→ **Work instruction**
Every line below that holds the word "serif" must be listed.

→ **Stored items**
━━━━━━━━

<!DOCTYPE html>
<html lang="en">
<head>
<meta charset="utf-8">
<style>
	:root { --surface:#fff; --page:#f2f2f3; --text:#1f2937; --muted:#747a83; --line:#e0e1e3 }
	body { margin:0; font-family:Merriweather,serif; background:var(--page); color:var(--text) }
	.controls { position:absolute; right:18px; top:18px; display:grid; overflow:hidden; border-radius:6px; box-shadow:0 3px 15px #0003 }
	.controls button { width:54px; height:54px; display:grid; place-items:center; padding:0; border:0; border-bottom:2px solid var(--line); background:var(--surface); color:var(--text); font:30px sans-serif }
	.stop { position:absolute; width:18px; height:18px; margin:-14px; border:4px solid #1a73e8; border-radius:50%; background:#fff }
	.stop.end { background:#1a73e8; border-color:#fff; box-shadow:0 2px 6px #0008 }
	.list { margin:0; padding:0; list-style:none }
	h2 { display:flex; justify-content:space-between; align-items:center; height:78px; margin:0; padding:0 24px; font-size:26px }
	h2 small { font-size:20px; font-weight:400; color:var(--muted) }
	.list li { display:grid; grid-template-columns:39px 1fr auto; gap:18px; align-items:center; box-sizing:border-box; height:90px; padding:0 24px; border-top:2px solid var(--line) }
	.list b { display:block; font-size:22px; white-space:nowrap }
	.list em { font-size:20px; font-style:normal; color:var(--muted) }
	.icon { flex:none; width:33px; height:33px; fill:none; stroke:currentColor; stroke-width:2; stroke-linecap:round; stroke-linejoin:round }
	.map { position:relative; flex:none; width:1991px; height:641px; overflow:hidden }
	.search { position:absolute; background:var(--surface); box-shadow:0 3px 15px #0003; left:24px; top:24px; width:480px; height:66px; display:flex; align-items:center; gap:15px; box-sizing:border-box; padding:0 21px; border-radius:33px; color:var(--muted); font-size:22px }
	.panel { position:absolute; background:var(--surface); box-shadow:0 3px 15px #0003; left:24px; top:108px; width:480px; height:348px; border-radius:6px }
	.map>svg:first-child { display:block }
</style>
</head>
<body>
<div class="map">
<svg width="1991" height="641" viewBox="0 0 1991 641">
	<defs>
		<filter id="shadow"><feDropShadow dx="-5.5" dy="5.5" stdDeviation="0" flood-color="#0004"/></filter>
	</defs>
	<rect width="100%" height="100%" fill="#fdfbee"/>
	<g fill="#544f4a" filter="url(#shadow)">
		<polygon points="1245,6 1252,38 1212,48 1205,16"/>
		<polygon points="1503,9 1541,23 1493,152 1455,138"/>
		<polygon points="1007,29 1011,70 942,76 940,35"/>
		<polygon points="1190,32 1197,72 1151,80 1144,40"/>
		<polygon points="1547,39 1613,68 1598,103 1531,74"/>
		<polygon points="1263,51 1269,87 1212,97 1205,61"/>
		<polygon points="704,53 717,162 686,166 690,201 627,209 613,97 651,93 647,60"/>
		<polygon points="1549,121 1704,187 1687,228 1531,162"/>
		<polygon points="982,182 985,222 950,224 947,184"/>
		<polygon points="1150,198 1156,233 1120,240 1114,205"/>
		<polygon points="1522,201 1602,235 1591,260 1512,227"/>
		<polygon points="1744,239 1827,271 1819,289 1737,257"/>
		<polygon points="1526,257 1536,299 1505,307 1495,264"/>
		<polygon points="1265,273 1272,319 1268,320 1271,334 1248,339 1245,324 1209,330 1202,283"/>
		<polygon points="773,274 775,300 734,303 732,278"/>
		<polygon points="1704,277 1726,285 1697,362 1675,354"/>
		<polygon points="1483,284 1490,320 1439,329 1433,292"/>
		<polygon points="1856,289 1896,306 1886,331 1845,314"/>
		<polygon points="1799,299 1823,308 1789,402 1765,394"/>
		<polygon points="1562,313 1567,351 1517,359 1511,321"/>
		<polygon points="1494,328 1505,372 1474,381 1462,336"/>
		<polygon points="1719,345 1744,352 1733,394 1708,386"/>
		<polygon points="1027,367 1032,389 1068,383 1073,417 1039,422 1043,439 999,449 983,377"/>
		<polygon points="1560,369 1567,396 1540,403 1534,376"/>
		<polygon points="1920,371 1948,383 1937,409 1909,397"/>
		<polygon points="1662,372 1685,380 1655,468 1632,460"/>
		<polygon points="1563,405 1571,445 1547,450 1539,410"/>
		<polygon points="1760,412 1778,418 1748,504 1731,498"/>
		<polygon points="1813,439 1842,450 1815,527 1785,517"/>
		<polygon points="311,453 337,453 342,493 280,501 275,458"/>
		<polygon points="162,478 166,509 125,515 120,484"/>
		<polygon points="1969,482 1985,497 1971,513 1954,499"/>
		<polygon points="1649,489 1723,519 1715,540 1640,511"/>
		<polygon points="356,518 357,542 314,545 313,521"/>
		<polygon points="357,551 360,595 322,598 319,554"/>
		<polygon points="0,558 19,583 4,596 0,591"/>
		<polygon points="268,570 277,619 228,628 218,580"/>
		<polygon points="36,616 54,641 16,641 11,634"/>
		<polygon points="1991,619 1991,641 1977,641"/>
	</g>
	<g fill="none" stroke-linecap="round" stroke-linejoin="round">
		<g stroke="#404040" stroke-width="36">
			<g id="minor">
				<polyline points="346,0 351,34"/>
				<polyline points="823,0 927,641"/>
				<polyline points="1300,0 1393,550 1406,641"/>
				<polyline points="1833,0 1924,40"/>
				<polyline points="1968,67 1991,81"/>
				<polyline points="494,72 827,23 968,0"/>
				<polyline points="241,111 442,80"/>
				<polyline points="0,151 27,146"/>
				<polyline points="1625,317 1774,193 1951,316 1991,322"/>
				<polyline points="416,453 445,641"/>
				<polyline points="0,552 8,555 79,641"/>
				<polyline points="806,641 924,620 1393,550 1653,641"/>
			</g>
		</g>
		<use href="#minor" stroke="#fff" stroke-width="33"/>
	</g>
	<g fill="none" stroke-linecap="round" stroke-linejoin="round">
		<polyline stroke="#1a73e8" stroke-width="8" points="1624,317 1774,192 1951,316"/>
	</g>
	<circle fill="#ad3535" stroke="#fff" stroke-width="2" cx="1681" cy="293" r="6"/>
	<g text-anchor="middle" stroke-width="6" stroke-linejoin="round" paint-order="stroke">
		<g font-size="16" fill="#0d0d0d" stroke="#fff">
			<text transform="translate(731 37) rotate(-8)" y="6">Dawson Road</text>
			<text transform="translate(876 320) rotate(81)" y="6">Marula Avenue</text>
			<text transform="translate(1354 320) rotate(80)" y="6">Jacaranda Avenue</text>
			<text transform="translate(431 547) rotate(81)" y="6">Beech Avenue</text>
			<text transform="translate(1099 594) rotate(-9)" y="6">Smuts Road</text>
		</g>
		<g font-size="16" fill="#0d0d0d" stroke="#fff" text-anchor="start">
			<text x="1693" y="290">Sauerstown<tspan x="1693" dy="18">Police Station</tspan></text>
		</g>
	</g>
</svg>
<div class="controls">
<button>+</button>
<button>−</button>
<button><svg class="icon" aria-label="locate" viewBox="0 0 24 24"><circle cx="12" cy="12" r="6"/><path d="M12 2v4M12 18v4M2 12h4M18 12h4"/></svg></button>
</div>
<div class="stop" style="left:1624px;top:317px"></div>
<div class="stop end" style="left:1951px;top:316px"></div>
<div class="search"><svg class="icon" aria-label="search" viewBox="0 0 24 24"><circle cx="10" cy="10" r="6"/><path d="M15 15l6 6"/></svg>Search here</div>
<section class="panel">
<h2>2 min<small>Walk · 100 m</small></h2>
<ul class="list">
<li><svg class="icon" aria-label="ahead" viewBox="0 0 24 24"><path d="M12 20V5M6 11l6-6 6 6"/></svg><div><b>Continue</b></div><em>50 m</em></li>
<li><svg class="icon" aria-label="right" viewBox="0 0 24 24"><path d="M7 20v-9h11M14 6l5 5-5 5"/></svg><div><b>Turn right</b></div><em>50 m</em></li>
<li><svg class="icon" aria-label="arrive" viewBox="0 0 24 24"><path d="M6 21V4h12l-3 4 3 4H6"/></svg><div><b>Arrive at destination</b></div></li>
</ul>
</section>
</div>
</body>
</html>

━━━━━━━━

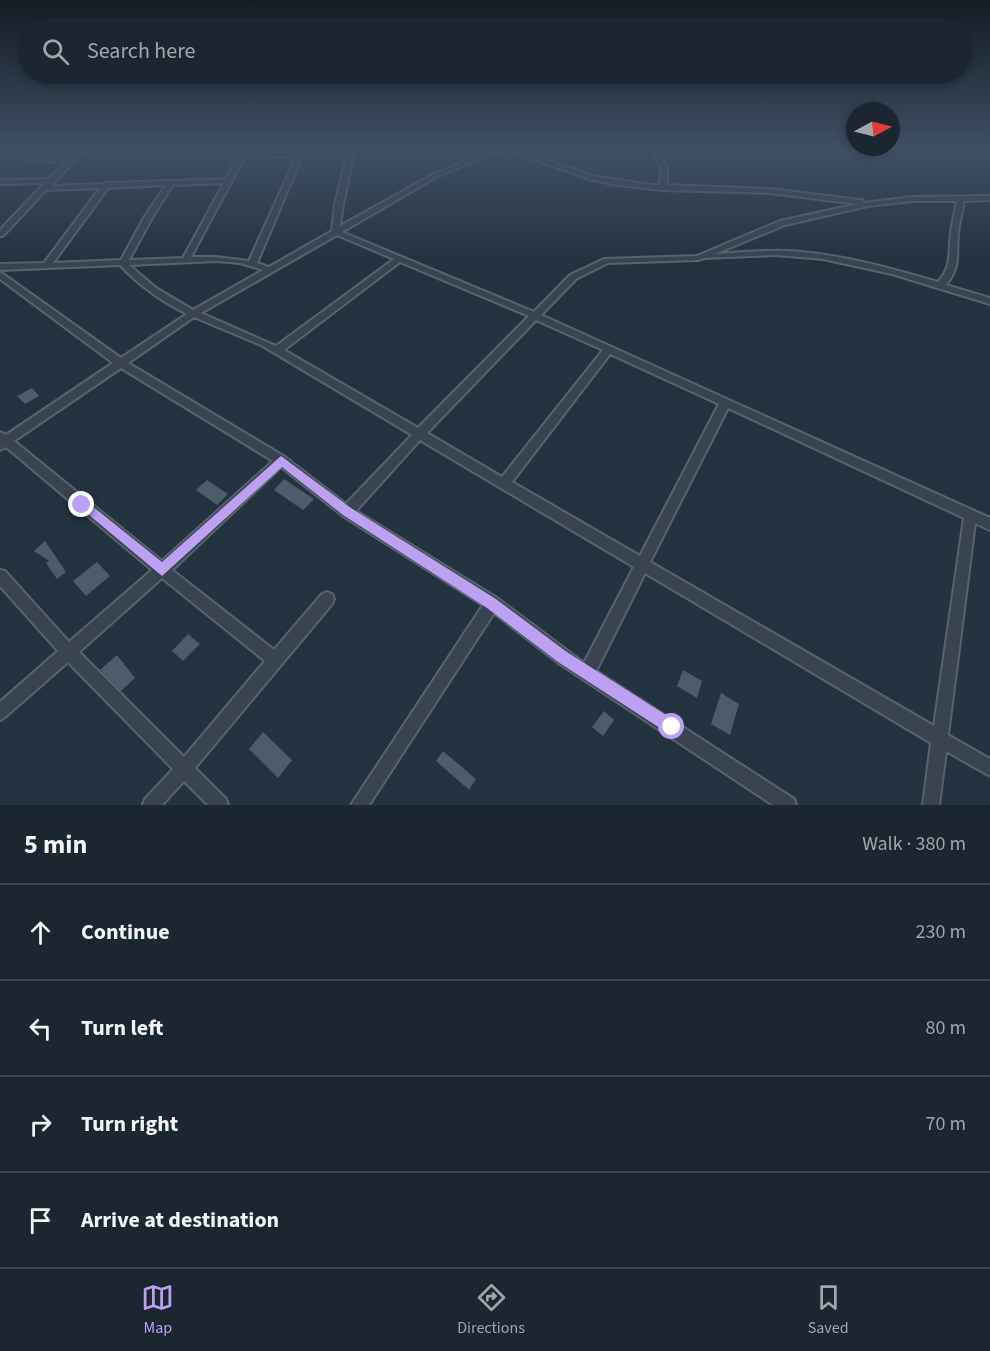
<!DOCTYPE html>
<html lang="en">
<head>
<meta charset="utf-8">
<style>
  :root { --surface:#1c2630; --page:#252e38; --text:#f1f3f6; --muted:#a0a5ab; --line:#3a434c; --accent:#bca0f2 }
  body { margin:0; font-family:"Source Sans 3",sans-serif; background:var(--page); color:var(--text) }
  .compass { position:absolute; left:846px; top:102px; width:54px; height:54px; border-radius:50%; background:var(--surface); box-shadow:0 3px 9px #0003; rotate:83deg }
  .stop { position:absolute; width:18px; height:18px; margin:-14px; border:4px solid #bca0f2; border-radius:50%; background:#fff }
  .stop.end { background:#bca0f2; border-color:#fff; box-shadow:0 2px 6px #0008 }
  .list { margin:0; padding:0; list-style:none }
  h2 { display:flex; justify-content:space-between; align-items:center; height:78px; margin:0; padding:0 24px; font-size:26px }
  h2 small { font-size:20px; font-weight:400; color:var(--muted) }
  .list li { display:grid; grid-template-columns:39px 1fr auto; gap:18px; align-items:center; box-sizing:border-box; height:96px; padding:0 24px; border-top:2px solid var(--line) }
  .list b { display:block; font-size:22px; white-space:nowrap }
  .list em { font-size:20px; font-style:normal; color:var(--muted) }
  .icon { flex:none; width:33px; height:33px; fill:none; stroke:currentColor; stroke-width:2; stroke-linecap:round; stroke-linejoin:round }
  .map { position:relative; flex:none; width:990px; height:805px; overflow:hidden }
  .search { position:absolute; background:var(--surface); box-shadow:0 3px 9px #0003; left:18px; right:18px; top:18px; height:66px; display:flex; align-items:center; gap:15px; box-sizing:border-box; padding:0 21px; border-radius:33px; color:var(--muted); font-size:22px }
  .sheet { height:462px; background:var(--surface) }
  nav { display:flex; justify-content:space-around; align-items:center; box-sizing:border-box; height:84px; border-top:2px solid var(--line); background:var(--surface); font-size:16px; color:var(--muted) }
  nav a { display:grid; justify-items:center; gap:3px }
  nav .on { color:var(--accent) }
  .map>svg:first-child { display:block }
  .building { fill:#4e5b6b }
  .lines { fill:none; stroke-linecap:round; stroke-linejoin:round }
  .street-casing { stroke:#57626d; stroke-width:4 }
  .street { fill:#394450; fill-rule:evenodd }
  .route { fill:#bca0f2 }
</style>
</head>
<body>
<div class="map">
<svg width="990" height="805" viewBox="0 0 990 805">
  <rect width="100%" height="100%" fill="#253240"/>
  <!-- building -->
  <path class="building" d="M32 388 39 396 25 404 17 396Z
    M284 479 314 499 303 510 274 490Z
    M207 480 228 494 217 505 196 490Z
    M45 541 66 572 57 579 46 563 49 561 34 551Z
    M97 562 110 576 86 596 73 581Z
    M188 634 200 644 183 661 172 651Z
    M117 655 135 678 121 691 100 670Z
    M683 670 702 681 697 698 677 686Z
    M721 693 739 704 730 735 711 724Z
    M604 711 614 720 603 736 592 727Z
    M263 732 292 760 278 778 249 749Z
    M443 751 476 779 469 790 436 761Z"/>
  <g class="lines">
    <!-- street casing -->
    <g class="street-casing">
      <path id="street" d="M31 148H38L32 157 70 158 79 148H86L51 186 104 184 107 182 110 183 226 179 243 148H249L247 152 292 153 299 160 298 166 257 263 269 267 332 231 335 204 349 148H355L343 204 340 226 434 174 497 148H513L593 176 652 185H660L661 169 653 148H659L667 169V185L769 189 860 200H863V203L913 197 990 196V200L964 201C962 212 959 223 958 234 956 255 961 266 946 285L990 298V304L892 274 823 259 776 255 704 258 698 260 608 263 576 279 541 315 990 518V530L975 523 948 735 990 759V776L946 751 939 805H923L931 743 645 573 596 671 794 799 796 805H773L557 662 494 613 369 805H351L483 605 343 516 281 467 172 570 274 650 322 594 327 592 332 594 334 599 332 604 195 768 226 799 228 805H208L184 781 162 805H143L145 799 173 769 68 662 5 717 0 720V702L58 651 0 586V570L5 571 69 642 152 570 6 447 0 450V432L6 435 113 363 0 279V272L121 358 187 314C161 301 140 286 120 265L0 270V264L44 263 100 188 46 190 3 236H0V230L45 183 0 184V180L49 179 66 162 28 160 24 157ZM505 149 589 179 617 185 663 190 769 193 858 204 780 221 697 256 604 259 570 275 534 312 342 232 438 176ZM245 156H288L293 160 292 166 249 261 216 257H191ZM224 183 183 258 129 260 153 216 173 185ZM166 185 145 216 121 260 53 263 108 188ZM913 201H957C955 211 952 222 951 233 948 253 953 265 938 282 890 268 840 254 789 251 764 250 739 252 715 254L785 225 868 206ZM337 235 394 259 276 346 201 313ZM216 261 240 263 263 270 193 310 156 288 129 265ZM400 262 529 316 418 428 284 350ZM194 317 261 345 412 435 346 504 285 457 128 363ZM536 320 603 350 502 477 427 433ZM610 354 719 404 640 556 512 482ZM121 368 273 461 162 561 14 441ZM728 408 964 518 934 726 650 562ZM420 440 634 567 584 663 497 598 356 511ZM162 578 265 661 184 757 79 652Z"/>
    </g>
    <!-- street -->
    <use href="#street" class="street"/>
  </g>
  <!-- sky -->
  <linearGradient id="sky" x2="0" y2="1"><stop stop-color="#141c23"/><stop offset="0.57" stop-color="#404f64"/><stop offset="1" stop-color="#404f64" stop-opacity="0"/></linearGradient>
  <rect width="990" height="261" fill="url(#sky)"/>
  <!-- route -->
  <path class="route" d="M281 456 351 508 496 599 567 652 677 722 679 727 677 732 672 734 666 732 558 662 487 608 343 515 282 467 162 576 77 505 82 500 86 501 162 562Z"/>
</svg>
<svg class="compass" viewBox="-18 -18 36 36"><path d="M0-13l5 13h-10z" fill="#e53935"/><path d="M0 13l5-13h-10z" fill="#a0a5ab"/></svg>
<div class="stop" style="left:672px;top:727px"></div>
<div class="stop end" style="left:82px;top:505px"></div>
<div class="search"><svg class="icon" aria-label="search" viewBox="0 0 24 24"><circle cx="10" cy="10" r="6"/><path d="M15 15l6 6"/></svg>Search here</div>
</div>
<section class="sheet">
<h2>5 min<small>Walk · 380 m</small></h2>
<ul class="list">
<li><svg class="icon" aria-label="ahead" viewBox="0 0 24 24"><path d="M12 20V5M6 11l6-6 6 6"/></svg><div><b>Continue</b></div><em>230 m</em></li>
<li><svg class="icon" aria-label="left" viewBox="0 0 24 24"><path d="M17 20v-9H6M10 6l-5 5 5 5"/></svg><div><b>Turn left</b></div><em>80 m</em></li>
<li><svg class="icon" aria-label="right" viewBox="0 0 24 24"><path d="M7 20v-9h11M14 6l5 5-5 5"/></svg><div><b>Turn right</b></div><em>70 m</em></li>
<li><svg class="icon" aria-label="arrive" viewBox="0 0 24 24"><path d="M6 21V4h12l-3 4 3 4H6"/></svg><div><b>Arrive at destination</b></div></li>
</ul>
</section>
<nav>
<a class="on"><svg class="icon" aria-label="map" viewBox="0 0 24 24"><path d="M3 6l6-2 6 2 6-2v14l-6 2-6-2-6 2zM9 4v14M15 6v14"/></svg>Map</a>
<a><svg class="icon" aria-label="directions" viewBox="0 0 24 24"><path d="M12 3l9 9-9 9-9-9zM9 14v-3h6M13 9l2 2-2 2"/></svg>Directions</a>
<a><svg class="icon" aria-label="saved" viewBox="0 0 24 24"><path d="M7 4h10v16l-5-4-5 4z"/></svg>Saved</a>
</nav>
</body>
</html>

━━━━━━━━

→ **Solution**
	body { margin:0; font-family:Merriweather,serif; background:var(--page); color:var(--text) }
	.controls button { width:54px; height:54px; display:grid; place-items:center; padding:0; border:0; border-bottom:2px solid var(--line); background:var(--surface); color:var(--text); font:30px sans-serif }
  body { margin:0; font-family:"Source Sans 3",sans-serif; background:var(--page); color:var(--text) }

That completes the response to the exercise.